GSA 2020 Connects Online

Paper No. 8-9
Presentation Time: 3:45 PM

STRABOTOOLS: MEASURING THINGS IN THE FIELD THAT YOU COULDN'T MEASURE BEFORE


GLAZNER, Allen F., Geological Sciences, University of North Carolina, Chapel Hill, NC 27599-3315 and WALKER, J. Douglas, Department of Geology, The University of Kansas, 1414 Naismith Blvd, Ritchie Hall, Lawrence, KS 66045

Field geologists have long awaited the development of a geo-tricorder that would give a rock's crystallization age, chemical composition, mineral composition, etc. in the field. Although this device is just a gleam in some developer's eye at the moment, we have developed an app, StraboTools (ST), that is a short step in this direction. ST currently contains two main tools. (1) The color index tool allows the user to make rapid, precise, and accurate measurements of the percentage of dark minerals (color index) or other components of a rock that can be isolated based on their grayscale value. The color index correlates strongly with bulk composition, so easy field determination allows mapping of, e.g., pluton zoning without laboratory analysis. (2) The edge fabric tool quantifies fabric in an image by examining the orientations of grayscale gradient vectors and determining an ellipse representing their orientations and magnitudes. For homogeneous deformation, this ellipse tracks the strain ellipse. The edge fabric tool can pick up remarkably subtle fabrics and can be used to rapidly quantify fabric orientation and intensity on the outcrop.

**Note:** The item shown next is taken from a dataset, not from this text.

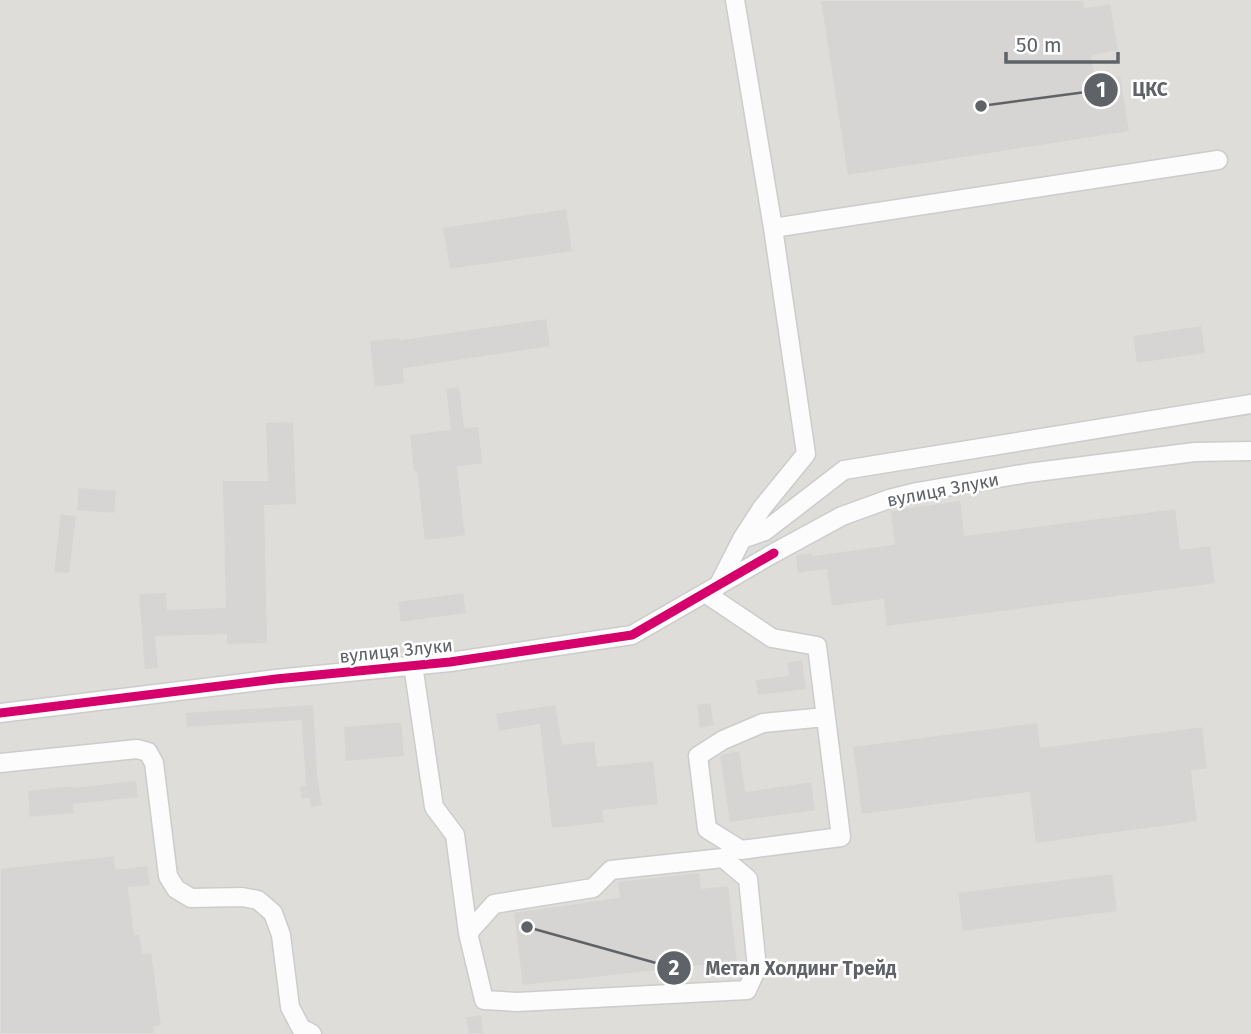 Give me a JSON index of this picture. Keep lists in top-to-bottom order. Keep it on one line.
{"streets":{"street":["вулиця Злуки"]},"places":["ЦКС","Метал Холдинг Трейд"],"scale_bar":"50 m"}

Two more tools are currently in development. (3) The mode tool uses unsupervised classification to determine the modal percentages of minerals in photos where different minerals are distinguishable based on color. In testing on granitoid rocks, it reproduces observed modes with surprising accuracy. This tool may also offer a method for mapping pluton zonation in the field. (4) The grain size tool uses autocorrelation to produce a representative grain size (or grain cluster size). Asking the grain size of a plutonic rock is an ill-posed question because the different crystal species generally have lognormal distributions with different means and dispersions; the grain size tool offers an objective measure of this important parameter.